#### [Exercise data]
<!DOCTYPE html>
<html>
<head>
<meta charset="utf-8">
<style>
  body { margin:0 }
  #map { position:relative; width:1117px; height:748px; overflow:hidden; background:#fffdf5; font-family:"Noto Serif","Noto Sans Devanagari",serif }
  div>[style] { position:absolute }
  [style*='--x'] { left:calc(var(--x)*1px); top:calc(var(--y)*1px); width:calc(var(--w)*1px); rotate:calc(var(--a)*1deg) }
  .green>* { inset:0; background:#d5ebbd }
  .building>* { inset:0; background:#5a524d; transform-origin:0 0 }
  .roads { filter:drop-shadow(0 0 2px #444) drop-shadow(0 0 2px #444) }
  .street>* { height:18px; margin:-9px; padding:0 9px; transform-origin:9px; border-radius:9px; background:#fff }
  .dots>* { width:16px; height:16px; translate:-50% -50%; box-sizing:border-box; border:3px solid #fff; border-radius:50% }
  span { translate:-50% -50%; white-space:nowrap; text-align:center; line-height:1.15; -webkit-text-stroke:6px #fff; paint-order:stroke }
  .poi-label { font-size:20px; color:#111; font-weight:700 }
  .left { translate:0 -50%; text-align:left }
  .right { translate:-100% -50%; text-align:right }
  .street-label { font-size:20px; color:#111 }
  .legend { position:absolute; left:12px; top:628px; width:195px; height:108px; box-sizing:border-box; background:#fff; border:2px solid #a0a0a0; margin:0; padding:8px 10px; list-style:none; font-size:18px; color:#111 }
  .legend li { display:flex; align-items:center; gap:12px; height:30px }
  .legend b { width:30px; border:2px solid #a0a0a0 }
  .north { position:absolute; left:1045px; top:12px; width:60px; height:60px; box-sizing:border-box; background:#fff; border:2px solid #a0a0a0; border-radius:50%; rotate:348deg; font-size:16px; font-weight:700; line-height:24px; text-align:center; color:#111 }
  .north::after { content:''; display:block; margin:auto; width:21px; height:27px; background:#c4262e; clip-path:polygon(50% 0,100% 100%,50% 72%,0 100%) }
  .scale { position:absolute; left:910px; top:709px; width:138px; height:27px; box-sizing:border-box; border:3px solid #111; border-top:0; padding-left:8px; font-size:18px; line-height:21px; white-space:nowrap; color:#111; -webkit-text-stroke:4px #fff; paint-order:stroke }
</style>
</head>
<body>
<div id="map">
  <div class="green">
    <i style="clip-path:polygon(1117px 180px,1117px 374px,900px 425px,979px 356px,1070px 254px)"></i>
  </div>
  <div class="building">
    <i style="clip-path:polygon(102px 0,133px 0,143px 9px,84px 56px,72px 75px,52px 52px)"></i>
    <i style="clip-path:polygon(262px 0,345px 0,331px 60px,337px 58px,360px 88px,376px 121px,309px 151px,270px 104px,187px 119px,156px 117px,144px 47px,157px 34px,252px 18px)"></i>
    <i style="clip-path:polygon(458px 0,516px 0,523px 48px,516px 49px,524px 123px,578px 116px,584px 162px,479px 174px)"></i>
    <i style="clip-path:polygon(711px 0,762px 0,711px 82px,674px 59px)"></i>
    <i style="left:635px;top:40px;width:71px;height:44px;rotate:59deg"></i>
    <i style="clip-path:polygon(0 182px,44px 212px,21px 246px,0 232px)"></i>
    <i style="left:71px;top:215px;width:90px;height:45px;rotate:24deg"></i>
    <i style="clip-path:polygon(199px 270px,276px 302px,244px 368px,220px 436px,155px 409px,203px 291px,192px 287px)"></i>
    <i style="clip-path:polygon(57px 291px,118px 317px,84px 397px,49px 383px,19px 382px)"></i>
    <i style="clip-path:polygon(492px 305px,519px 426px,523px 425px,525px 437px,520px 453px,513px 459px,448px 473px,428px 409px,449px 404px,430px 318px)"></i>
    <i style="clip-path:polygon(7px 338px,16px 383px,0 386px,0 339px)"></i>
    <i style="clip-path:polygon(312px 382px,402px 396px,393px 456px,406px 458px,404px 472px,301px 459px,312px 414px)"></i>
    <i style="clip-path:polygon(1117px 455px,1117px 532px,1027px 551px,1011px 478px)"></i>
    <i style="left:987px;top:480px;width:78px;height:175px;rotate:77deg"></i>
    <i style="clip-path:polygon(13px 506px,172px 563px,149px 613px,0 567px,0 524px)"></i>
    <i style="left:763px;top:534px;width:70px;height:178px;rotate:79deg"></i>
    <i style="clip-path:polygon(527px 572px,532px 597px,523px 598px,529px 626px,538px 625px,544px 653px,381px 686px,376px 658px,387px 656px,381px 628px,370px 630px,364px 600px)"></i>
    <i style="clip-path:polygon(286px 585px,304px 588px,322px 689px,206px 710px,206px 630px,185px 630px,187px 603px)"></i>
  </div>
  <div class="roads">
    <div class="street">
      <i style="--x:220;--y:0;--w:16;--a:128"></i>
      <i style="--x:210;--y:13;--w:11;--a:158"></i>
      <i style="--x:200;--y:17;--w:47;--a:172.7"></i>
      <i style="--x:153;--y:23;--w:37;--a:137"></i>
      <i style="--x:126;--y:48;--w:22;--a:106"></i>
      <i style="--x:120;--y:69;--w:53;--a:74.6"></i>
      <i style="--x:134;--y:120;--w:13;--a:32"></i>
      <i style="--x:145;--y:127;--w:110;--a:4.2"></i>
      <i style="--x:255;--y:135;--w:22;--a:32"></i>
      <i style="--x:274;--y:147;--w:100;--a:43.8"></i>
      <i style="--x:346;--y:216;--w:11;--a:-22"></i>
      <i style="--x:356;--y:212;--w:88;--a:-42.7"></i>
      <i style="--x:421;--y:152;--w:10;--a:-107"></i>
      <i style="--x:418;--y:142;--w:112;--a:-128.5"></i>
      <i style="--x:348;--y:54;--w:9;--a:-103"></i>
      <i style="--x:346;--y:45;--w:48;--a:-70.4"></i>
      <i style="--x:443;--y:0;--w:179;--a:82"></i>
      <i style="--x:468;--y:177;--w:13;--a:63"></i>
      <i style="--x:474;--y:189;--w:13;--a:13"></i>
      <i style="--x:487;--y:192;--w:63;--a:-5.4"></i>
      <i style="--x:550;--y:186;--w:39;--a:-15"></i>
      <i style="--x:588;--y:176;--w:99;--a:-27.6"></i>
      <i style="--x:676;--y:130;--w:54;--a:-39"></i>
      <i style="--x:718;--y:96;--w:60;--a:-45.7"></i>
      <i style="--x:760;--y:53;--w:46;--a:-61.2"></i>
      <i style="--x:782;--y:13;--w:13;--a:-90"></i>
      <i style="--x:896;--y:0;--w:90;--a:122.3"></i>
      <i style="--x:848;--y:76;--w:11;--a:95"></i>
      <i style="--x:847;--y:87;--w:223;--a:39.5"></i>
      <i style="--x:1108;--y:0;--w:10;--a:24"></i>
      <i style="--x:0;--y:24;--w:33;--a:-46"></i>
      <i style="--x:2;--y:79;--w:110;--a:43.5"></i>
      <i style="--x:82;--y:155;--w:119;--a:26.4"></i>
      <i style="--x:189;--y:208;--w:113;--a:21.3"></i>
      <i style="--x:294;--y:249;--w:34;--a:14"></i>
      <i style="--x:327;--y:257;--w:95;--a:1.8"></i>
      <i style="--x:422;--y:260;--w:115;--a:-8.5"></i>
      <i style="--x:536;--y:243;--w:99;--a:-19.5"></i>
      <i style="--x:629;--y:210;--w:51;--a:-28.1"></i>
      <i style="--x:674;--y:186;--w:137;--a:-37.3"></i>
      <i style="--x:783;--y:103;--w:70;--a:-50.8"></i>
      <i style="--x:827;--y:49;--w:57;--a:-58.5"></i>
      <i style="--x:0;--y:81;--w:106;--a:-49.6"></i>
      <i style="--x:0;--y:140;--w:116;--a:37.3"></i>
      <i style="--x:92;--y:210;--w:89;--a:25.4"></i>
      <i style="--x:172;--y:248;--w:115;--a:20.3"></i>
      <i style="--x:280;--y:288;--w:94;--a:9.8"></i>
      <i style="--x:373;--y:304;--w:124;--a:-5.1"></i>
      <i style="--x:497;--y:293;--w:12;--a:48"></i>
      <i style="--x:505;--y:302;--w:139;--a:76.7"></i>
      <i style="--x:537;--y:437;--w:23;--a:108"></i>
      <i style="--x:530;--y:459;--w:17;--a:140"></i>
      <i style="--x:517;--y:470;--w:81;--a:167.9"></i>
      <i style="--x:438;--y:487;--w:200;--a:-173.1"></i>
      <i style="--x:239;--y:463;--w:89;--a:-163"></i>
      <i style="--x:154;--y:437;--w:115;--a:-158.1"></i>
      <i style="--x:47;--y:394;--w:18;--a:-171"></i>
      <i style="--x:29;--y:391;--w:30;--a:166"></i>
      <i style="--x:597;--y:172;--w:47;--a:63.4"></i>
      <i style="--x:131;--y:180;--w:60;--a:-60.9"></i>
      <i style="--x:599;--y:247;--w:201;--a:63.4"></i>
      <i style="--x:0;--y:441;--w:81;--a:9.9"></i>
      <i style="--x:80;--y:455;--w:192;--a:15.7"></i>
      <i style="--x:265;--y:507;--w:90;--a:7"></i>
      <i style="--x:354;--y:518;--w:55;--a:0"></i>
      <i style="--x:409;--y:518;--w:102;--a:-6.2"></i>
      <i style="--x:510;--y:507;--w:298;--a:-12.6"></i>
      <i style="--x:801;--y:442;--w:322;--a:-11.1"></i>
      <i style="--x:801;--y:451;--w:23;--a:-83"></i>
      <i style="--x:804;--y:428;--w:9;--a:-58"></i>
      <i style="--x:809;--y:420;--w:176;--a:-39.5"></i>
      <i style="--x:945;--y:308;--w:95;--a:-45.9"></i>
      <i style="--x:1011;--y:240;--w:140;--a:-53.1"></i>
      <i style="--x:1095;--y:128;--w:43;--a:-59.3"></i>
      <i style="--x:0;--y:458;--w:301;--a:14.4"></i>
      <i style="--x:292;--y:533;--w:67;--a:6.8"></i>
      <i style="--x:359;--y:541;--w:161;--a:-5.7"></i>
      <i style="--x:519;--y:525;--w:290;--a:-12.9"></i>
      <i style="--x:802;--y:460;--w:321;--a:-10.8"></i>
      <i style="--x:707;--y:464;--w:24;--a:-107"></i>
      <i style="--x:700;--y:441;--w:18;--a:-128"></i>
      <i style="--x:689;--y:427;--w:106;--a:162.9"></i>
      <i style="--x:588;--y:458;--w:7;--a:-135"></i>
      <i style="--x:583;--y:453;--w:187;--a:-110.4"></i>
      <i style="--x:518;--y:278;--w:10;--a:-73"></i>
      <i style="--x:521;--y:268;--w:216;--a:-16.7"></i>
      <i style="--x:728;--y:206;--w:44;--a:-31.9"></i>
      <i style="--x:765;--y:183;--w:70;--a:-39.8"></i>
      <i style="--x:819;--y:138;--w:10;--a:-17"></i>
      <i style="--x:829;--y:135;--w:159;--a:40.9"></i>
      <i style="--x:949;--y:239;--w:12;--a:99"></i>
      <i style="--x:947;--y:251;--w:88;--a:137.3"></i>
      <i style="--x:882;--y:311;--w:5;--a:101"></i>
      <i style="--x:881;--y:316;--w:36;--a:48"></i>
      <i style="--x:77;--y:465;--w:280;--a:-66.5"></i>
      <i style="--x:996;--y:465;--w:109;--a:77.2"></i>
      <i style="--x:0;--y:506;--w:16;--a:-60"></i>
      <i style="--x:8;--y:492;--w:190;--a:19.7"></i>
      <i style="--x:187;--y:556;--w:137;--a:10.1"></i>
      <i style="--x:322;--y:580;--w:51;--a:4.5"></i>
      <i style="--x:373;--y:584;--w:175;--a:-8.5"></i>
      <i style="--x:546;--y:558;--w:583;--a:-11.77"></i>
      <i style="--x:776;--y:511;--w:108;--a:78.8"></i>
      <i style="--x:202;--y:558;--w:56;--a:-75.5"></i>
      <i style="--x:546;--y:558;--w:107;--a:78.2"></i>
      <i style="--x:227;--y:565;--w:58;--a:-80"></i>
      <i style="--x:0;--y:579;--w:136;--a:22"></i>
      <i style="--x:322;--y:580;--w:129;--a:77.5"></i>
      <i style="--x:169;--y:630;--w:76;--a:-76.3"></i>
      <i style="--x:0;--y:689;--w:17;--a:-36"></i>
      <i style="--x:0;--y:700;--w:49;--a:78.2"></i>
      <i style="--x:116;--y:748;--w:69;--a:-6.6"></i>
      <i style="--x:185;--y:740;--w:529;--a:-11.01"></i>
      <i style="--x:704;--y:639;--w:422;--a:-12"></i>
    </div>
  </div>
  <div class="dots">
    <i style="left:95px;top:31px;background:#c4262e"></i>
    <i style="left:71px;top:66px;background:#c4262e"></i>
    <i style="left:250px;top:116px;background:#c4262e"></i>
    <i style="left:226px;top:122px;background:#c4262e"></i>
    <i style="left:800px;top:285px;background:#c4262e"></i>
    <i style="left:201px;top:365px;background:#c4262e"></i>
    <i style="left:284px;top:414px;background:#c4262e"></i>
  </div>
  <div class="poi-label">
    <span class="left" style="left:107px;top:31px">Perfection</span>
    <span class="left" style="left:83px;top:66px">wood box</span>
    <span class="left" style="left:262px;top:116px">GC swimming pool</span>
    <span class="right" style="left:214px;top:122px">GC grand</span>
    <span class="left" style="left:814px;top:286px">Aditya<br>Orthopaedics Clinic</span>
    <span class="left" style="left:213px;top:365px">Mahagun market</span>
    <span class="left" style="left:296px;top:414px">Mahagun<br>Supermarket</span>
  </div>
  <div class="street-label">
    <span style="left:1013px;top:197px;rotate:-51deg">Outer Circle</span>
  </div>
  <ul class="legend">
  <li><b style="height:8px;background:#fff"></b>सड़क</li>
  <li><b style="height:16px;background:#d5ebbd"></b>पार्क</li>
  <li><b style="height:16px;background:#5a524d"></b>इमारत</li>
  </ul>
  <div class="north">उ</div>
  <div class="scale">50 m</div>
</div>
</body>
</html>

#### [Directions]
Your response should hold the lines from the first line of the entries above through the line with "position:absolute; left:12px; top:628px;", each retyped exactly, and nothing else.

#### [Output below]
<!DOCTYPE html>
<html>
<head>
<meta charset="utf-8">
<style>
  body { margin:0 }
  #map { position:relative; width:1117px; height:748px; overflow:hidden; background:#fffdf5; font-family:"Noto Serif","Noto Sans Devanagari",serif }
  div>[style] { position:absolute }
  [style*='--x'] { left:calc(var(--x)*1px); top:calc(var(--y)*1px); width:calc(var(--w)*1px); rotate:calc(var(--a)*1deg) }
  .green>* { inset:0; background:#d5ebbd }
  .building>* { inset:0; background:#5a524d; transform-origin:0 0 }
  .roads { filter:drop-shadow(0 0 2px #444) drop-shadow(0 0 2px #444) }
  .street>* { height:18px; margin:-9px; padding:0 9px; transform-origin:9px; border-radius:9px; background:#fff }
  .dots>* { width:16px; height:16px; translate:-50% -50%; box-sizing:border-box; border:3px solid #fff; border-radius:50% }
  span { translate:-50% -50%; white-space:nowrap; text-align:center; line-height:1.15; -webkit-text-stroke:6px #fff; paint-order:stroke }
  .poi-label { font-size:20px; color:#111; font-weight:700 }
  .left { translate:0 -50%; text-align:left }
  .right { translate:-100% -50%; text-align:right }
  .street-label { font-size:20px; color:#111 }
  .legend { position:absolute; left:12px; top:628px; width:195px; height:108px; box-sizing:border-box; background:#fff; border:2px solid #a0a0a0; margin:0; padding:8px 10px; list-style:none; font-size:18px; color:#111 }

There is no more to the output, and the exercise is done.